Expose resource based auto-tuner options #559

Sushisource · 2024-06-24T23:07:06Z

What was changed

Expose resource based auto-tuner

Why?

Adding in all SDKs

Checklist

Closes
How was this tested:
Added some tests, manual verification with omes / existing core tests
Any docs updates needed?
Will be after experimental phase

cretz · 2024-06-25T13:55:33Z

temporalio/bridge/Cargo.toml

+pyo3 = { version = "0.20", features = ["extension-module", "abi3-py38", "anyhow"] }
+pyo3-asyncio = { version = "0.20", features = ["tokio-runtime"] }
+pythonize = "0.20"


What was the impetus for this upgrade? Is it just for the enum? Not that I disagree, just want to understand. Also, why not upgrade to latest version? (I am assuming latest involves more refactoring?)

I wanted to get Duration conversion but that's only in latest, I kept what I could. There is no pyo3-asyncio that supports latest

Why update at all if you couldn't update enough to get the feature you wanted? (not that I disagree w/ an update for update's sake, just checking if there was something else in 0.20 you're leveraging)

cretz · 2024-06-25T13:58:03Z

temporalio/bridge/src/worker.rs

@@ -73,7 +105,7 @@ pub fn new_worker(
        config,
        client.retry_client.clone().into_inner(),
    )
-    .map_err(|err| PyValueError::new_err(format!("Failed creating worker: {}", err)))?;
+    .context("Failed creating worker")?;


Just to understand, can you confirm with these context changes what the error string looks like to Python users now? I just want to see exactly what the concatenation looks like since it's not explicit anymore.

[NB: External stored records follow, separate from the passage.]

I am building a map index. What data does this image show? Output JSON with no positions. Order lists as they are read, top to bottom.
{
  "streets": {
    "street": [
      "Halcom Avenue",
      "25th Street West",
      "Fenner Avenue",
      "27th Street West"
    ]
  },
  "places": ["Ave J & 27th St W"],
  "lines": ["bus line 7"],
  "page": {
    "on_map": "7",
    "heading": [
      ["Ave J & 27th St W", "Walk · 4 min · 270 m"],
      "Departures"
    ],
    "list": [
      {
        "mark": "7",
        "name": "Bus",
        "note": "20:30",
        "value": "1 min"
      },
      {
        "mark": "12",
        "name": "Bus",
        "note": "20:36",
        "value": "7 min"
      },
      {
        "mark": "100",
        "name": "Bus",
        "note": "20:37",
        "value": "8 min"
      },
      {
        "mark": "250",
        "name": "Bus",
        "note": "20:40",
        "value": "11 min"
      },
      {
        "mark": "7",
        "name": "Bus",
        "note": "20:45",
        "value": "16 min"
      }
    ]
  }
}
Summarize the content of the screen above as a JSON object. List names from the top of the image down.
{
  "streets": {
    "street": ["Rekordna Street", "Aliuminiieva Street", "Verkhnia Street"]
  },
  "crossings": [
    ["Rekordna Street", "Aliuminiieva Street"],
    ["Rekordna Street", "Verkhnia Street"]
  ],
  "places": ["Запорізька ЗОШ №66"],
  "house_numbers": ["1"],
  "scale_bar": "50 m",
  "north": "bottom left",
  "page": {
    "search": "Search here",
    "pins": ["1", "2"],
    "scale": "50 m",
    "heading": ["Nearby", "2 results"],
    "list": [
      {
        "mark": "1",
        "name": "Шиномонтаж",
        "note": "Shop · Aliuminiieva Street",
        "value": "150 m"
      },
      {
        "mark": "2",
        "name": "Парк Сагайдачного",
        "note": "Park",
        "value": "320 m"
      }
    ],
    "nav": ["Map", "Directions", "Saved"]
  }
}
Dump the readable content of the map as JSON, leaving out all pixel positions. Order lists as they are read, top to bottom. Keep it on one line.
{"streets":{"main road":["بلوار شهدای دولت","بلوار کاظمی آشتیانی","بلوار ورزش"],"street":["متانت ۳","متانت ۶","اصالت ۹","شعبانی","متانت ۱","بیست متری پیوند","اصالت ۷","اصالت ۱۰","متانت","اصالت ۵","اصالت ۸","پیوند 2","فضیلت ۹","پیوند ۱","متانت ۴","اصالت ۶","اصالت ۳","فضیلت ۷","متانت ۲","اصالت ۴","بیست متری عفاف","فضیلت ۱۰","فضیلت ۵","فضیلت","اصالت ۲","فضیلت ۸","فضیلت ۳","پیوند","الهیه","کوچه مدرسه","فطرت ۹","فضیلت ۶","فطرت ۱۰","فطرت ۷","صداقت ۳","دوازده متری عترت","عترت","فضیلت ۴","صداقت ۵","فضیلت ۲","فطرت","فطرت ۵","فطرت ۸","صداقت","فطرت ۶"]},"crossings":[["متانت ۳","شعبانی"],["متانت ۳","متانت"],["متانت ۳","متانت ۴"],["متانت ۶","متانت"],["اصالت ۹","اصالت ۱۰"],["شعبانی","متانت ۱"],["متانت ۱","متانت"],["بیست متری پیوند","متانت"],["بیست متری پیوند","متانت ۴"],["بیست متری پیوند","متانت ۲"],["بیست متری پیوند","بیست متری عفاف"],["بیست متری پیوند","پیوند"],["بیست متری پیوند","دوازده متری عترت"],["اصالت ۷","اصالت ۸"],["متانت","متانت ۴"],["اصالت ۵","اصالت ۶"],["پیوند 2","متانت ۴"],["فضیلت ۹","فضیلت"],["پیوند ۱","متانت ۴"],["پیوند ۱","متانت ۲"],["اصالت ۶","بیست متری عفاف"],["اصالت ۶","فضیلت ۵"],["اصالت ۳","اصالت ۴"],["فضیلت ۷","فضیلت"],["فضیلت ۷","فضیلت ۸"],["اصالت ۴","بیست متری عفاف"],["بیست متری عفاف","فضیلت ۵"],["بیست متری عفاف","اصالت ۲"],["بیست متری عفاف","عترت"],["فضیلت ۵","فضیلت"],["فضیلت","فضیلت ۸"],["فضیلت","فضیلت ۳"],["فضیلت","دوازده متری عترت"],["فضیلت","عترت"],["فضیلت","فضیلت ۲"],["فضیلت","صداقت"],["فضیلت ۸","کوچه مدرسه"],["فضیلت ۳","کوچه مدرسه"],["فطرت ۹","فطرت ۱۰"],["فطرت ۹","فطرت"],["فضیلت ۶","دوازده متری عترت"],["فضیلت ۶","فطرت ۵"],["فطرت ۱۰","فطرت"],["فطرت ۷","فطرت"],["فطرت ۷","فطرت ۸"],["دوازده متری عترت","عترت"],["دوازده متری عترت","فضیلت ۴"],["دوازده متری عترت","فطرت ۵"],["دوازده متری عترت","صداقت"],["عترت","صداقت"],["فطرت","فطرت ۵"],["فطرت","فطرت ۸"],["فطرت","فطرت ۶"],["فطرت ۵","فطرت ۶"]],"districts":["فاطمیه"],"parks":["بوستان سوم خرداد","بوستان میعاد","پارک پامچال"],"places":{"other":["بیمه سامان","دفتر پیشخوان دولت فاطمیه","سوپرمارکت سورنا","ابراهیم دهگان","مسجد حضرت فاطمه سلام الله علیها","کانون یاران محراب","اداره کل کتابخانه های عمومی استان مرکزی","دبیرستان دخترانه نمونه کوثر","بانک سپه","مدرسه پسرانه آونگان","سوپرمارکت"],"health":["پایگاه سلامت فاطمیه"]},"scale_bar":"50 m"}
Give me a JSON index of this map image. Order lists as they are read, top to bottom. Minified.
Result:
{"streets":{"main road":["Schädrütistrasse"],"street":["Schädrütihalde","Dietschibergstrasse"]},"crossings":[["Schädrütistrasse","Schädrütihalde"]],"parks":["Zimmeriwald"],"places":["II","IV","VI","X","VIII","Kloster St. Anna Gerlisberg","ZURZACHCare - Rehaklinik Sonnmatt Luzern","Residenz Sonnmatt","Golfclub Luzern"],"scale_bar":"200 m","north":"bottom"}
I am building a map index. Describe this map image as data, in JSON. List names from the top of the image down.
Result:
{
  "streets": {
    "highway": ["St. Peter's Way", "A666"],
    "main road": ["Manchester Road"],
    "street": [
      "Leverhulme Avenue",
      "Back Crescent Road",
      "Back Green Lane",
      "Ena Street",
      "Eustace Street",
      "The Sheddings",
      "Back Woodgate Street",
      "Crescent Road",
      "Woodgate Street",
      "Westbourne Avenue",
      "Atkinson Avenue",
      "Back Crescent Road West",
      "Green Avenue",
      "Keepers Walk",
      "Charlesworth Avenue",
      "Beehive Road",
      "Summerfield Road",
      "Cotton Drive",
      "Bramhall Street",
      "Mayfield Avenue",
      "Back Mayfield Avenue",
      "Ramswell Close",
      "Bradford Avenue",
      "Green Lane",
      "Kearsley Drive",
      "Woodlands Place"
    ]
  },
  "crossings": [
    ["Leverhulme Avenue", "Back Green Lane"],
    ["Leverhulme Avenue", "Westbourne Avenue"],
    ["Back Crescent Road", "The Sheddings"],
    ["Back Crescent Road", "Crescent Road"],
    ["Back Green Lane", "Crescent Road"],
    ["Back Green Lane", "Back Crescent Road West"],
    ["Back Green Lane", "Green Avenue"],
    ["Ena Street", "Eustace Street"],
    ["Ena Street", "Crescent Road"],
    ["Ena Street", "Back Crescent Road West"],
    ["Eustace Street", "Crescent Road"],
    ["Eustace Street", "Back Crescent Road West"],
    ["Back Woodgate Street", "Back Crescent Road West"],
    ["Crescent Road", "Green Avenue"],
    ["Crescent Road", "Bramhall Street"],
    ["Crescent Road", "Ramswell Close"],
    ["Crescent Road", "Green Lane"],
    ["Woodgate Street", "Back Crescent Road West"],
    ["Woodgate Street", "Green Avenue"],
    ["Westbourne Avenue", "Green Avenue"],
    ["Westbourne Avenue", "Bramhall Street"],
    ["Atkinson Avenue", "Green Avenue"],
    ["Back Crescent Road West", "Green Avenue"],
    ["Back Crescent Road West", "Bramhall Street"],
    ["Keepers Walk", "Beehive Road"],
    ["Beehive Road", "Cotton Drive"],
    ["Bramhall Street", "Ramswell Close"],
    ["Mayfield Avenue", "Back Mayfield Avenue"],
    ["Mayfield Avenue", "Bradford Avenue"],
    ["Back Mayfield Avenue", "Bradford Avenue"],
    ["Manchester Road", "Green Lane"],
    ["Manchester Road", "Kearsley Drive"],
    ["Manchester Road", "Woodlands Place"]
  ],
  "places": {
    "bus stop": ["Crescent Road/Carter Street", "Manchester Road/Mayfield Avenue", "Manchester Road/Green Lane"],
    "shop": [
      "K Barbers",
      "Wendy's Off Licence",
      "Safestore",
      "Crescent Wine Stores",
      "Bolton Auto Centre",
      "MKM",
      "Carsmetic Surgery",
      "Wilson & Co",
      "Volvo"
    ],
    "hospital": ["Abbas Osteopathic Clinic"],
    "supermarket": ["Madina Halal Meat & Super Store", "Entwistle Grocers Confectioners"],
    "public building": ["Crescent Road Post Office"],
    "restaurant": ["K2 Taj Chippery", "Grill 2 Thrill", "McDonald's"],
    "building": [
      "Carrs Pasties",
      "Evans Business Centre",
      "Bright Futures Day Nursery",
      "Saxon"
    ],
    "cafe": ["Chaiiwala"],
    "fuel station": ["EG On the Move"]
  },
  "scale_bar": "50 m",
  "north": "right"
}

Yeah, I'll double check what it looks like, but I doubt it's materially different

cretz · 2024-06-25T14:04:39Z

temporalio/bridge/src/worker.rs

+        if !all_are_same {
+            return Err(PyValueError::new_err(
+                "All resource-based slot suppliers must have the same ResourceBasedTunerOptions",
+            ));
+        }


Is this a temporary limitation?

No. It always needs to be this way, otherwise whatever slot type has lower targets could be completely starved out by the one with higher targets. Since you're targeting system resource use, it doesn't really make sense to have different targets within the process.

This makes sense, I just wanted to confirm before some of my other suggestions in this PR

cretz · 2024-06-25T14:05:46Z

temporalio/bridge/src/worker.rs

+    // Need pyo3 0.21+ for this to be std Duration
+    ramp_throttle_ms: u64,


Suggested change

// Need pyo3 0.21+ for this to be std Duration

ramp_throttle_ms: u64,

ramp_throttle_millis: u64,

We do this in plenty of other places, it's fine for the bridge (we usually use _millis suffix)

Sure, it'd be nicer if it just worked though

cretz · 2024-06-25T14:10:42Z

temporalio/worker/_tuning.py

+
+
+@dataclass(frozen=True)
+class ResourceBasedTunerOptions:


Suggested change

class ResourceBasedTunerOptions:

class ResourceBasedTunerConfig:

While we try to use kwargs as much as possible, I can understand the use case here, but I think we should suffix it with Config (we've done this in a few other places)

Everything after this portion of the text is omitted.